Hablando de Roma, en la edición del mes de agosto de Le Monde diplomatique,
Darío Pignotti publica un artículo titulado “Oposición de la burguesía
brasileña” en el que analiza las cada vez más deterioradas relaciones entre
Brasil y Venezuela. Explicando las razones del fracaso de lo que en principio
pareció un romance destinado a terminar en casamiento, Pignotti escribe:
“...consentir mansamente a Chávez y su proyecto de “Socialismo del siglo XXI” es
una hipótesis inaceptable para las fuerzas conservadoras brasileñas (...) Fue
para frenar al ‘huracán’ bolivariano que la burguesía paulista, con la
Federación de Industrias del Estado de San Pablo (FIESP) como vanguardia,
elaboró un plan de combate en varios frentes. Uno de éstos consistió en machacar
sobre la inconveniencia de respetar la cláusula del Mercosur que impide a sus
miembros firmar acuerdos individuales de libre comercio con terceros países o
grupos de naciones. La FIESP contó con el apoyo decidido de la Unión Europea
(UE) que, tras el fracaso de la Ronda de Doha de la Organización Mundial del
Comercio, avisó su intención de retomar la conversaciones sobre un área de libre
comercio congeladas desde 2004. El embajadro de la UE en Brasil, Joao Pacheco,
admitió el fastidio que suscita Chávez y la inconveniencia de que éste sea parte
de una negociación en la que Europa pretende una aper
tura
dócil de Sudamérica para las inversiones de los grandes laboratorios y empresas
de servicios, a cambio de tímidas ventajas para los bienes primarios.”

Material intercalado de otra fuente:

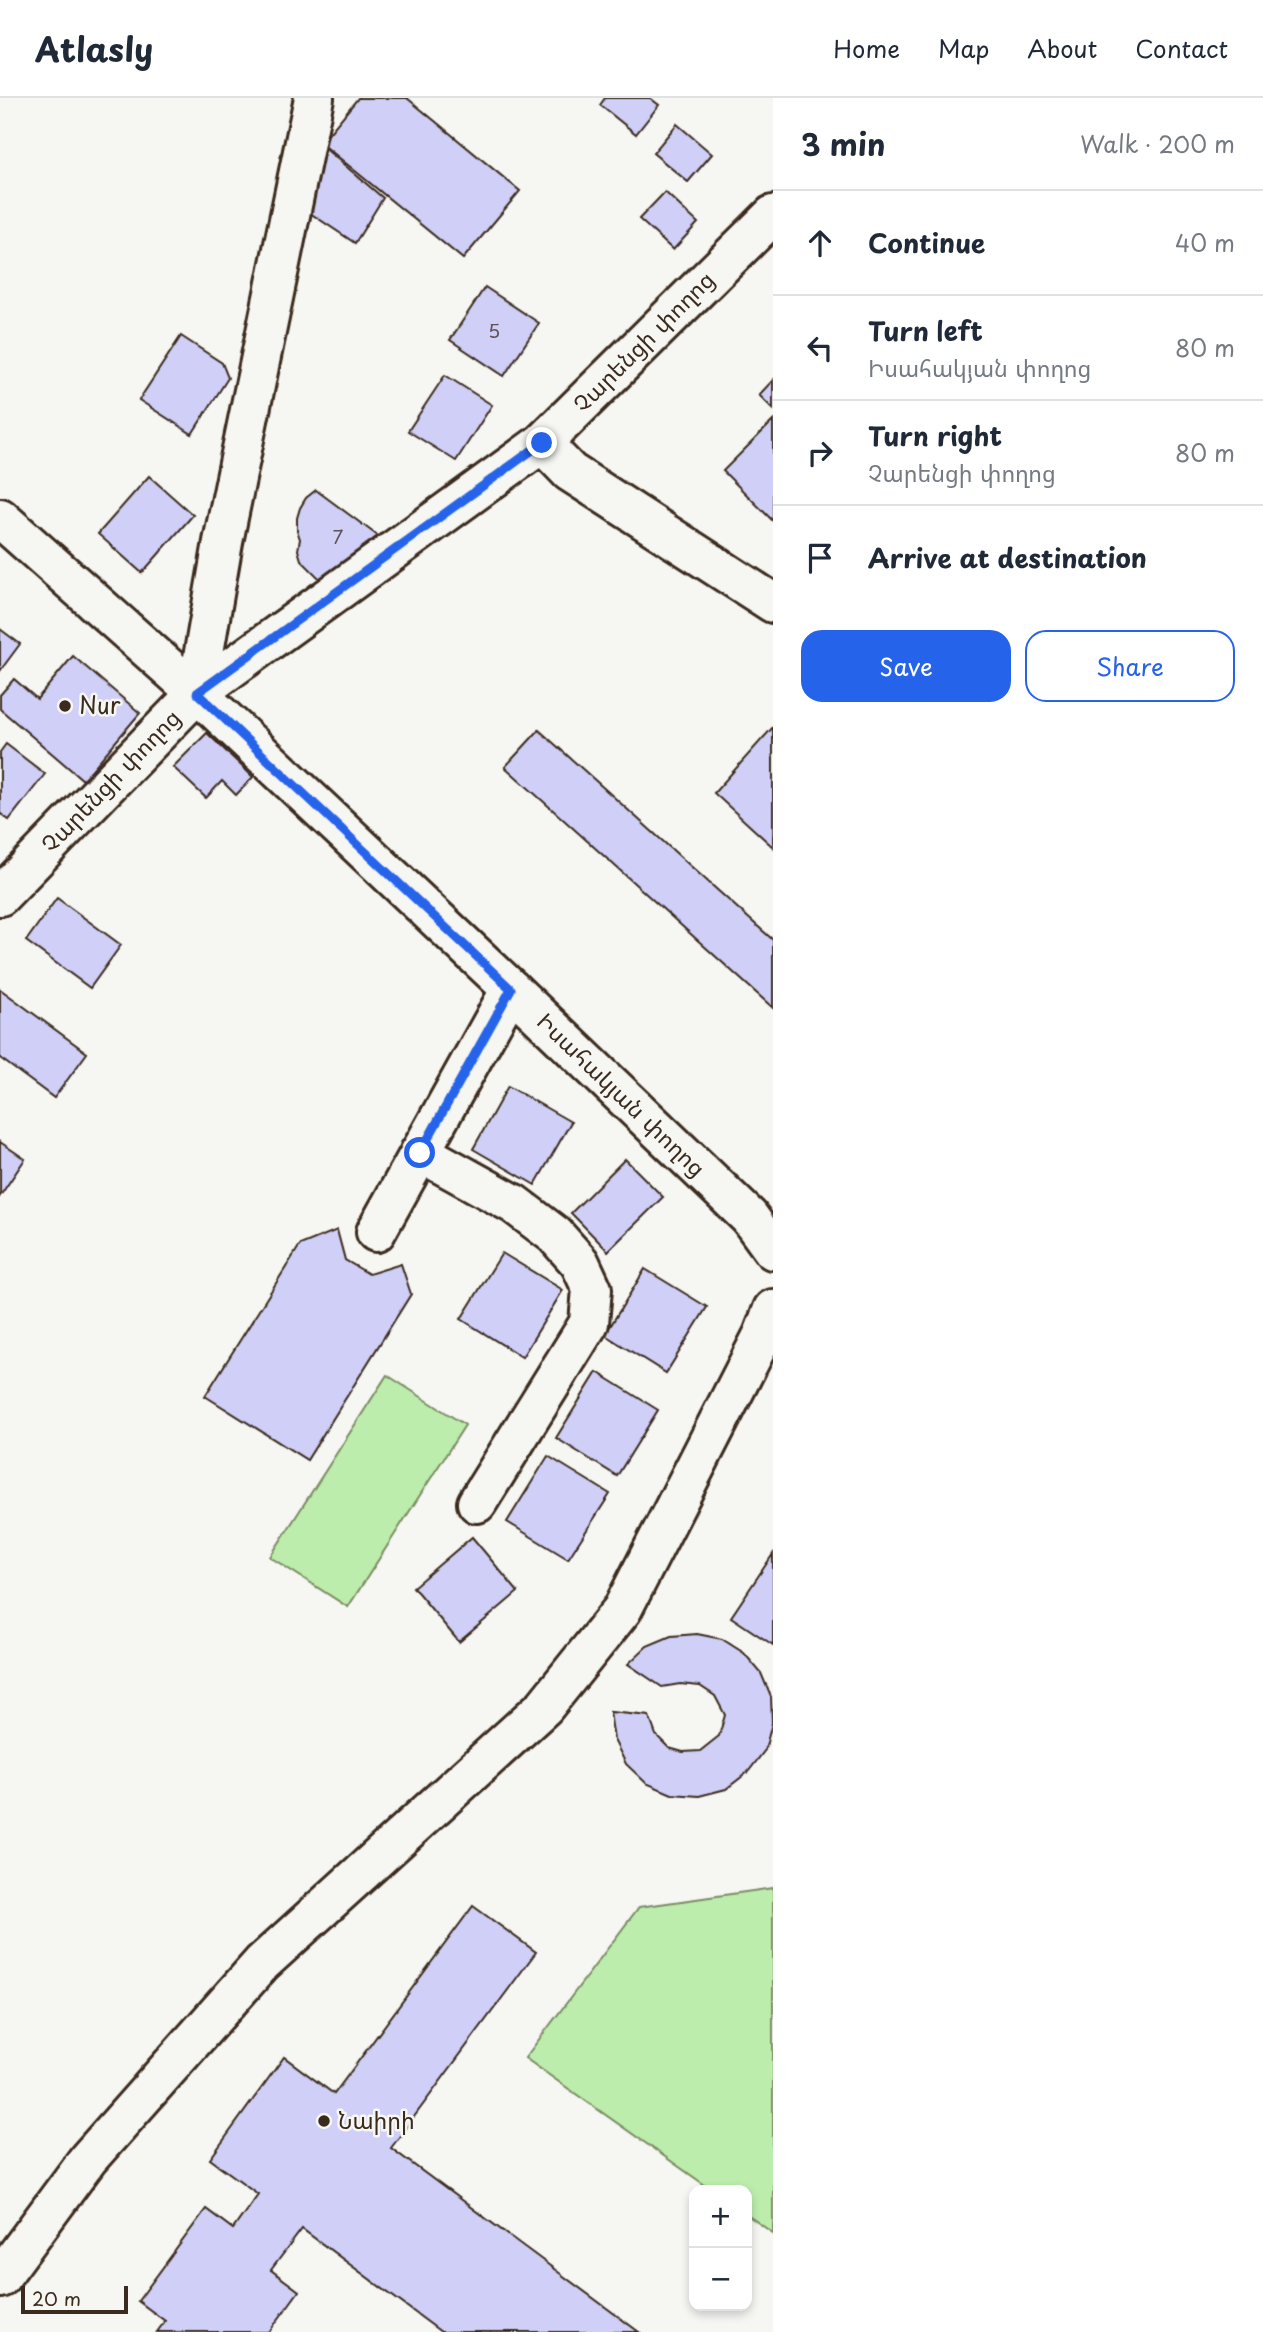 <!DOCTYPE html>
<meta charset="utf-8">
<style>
:root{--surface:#fff;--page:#f2f2f3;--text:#1f2937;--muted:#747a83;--line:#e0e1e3;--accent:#2563eb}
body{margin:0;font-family:"Playpen Sans","Noto Sans Armenian",sans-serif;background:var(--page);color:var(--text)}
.controls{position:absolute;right:21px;bottom:21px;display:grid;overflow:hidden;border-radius:14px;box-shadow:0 4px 10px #0003}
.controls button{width:63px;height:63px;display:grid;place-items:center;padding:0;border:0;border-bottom:2px solid var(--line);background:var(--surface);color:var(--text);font:35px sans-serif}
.scale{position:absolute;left:21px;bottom:18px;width:107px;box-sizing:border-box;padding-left:7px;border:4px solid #3b2a1e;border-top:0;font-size:19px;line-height:24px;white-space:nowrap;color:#3b2a1e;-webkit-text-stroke:5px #f6f6f2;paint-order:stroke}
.stop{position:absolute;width:21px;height:21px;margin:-16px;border:5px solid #2563eb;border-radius:50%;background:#fff}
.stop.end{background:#2563eb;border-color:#fff;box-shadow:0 2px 7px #0008}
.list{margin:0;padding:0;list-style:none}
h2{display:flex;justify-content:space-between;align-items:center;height:91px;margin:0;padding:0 28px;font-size:30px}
h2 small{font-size:23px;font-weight:400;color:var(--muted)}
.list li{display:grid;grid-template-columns:46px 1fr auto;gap:21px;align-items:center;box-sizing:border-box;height:105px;padding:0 28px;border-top:2px solid var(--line)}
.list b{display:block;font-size:26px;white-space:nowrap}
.list p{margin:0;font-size:23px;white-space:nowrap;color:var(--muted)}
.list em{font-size:23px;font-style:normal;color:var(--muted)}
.actions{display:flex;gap:14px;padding:21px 28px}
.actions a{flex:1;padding:16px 0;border:2px solid var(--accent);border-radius:21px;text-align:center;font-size:24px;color:var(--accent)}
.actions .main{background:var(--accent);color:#fff}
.icon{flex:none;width:38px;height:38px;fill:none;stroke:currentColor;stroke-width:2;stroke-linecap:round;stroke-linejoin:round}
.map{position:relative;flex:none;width:773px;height:2234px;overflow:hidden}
header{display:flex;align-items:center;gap:42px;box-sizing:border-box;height:98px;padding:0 35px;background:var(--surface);border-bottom:2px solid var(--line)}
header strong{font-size:33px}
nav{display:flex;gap:38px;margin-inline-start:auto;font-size:24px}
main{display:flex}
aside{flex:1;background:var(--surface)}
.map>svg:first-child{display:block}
.green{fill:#bcedac;stroke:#7c8c65;stroke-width:2}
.building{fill:#cfcff7;stroke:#3b2a1e;stroke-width:2}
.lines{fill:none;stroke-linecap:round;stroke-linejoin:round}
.minor-casing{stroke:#3b2a1e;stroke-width:44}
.minor{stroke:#f6f6f2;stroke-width:38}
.route{stroke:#2563eb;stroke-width:9}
.poi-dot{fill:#3b2a1e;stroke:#f6f6f2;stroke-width:2.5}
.labels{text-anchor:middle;stroke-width:5;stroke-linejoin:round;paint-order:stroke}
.number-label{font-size:19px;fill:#605354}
.street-label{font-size:23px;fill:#3b2a1e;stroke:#f6f6f2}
.poi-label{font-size:23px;fill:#3b2a1e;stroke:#f6f6f2;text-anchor:start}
</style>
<header>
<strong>Atlasly</strong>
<nav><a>Home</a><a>Map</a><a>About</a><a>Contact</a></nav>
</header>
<main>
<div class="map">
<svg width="773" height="2234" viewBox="0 0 773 2234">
<rect width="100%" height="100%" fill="#f6f6f2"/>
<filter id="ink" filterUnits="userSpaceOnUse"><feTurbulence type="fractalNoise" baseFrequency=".0143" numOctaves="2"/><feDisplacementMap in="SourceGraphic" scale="14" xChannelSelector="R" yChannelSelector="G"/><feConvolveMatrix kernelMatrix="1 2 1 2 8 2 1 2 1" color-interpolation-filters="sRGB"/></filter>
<g filter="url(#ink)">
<!-- green -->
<g class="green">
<polygon points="387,1277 465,1327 348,1509 270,1459"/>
<polygon points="773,1790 773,2135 747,2117 747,2092 712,2092 525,1960 639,1809"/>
</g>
<!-- building -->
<g class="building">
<polygon points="358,0 407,0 520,93 463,161 321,45"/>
<polygon points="605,0 650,0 659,7 636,36 600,7"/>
<polygon points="677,26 712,56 688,84 653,55"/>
<polygon points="321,47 383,100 355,145 307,113"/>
<polygon points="665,94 698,125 673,152 639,121"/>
<polygon points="485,189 539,225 504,278 450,242"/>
<polygon points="181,238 222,265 228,280 192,336 139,302"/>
<polygon points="445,277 492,307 456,363 408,333"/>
<polygon points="773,282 773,311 759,297"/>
<polygon points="773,323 773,423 723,373"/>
<polygon points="149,378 193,417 142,475 98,436"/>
<polygon points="316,392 378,438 324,485 301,462 298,452 300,441 297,432 297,420 300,410 306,400"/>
<polygon points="0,531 20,546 0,573"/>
<polygon points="73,558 140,615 83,682 0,611 0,597 14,581 37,601"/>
<polygon points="773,629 773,749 714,695"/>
<polygon points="539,632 773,842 773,910 505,669"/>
<polygon points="207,635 253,679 236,697 222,683 206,700 173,669"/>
<polygon points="6,646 45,676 9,722 1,716 0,717 0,654"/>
<polygon points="57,800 121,847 90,890 26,843"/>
<polygon points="0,891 87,955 54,1000 0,960"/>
<polygon points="508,988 571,1024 535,1087 473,1051"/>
<polygon points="0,1044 25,1061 0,1098"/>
<polygon points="625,1061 663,1099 608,1153 571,1115"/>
<polygon points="337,1132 345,1162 369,1176 401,1166 411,1196 307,1362 205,1298 300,1147"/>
<polygon points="502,1155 563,1192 522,1259 461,1221"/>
<polygon points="645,1171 707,1209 666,1275 605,1237"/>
<polygon points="597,1274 658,1312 617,1378 556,1340"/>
<polygon points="548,1358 610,1396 568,1461 507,1424"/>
<polygon points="472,1439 518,1494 459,1544 413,1489"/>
<polygon points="773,1456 773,1547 731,1519"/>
<polygon points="697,1536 722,1541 744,1555 761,1575 771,1599 772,1625 765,1652 748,1674 726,1691 699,1698 672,1696 646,1685 626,1666 614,1642 610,1614 649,1618 656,1637 669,1650 683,1654 700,1653 719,1638 725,1617 715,1598 700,1588 680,1586 662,1589 628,1566 647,1548 671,1538"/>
<polygon points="473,1808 536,1854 391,2050 639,2234 441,2234 302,2131 271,2172 299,2193 269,2234 157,2234 165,2223 138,2203 206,2111 233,2131 258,2096 210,2061 284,1959 334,1996"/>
</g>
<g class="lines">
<!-- minor casing -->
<g class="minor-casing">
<g id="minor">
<polyline points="542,345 570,374 773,505"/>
<polyline points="0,420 197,595 511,891 749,1119 773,1152"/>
<polyline points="197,595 223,444 314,0"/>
<polyline points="0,798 197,595 542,345 773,117"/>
<polyline points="420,1054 514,1106 555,1137 580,1165 592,1191 589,1225 477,1405"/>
<polyline points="376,1134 511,891"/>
<polyline points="0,2180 88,2061 262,1865 544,1609 622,1512 763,1237 773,1211"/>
</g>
</g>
<!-- minor -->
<use href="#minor" class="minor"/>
</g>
</g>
<g class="lines" filter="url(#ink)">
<!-- route -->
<polyline class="route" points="420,1055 511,891 197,595 542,345"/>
</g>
<!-- markers -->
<g class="poi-dot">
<circle cx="65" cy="608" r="7"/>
<circle cx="324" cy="2023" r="7"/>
</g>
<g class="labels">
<!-- number labels -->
<g class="number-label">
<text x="494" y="240">5</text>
<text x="338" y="446">7</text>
</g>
<!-- street labels -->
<g class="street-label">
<text transform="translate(644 244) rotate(-45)" y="8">Չարենցի փողոց</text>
<text transform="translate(111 683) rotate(-46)" y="8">Չարենցի փողոց</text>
<text transform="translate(621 997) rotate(44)" y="8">Իսահակյան փողոց</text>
</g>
<!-- poi labels -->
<g class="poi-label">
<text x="79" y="616">Nur</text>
<text x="338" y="2031">Նաիրի</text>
</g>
</g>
</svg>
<div class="controls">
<button>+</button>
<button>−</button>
</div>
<div class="scale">20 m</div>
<div class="stop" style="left:420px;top:1055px"></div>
<div class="stop end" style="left:542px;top:345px"></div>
</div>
<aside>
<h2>3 min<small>Walk · 200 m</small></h2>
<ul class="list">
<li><svg class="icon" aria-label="ahead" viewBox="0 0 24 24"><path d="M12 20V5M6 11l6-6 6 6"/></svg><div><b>Continue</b></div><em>40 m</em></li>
<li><svg class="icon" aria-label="left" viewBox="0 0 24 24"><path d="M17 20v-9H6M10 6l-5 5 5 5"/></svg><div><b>Turn left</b><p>Իսահակյան փողոց</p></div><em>80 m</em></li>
<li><svg class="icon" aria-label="right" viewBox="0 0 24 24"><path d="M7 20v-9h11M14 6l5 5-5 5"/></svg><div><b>Turn right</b><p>Չարենցի փողոց</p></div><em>80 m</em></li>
<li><svg class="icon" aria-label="arrive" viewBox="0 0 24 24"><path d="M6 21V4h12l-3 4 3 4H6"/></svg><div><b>Arrive at destination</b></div></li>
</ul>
<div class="actions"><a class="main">Save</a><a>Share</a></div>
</aside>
</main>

O sea que tampco es un “logro” de este viaje eso de un TLC con la Unión Europea,
pues ella viene trabajando en eso desde hace años. En ese sentido, no es ninguna
casualidad que en los últimos tiempos capitales multinacionales con
participación brasileña estén invirtiendo en Uruguay, comprando todas las
cervecerías, varios frigoríficos, arroceras, estaciones de servicio, la Compañía
del Gas, Conecta, y vaya uno a saber cuantos etcéteras más ya venidos o por
venir. Y bueno, el capitalismo es así. ¿Querías capitalismo? ¡Tomá!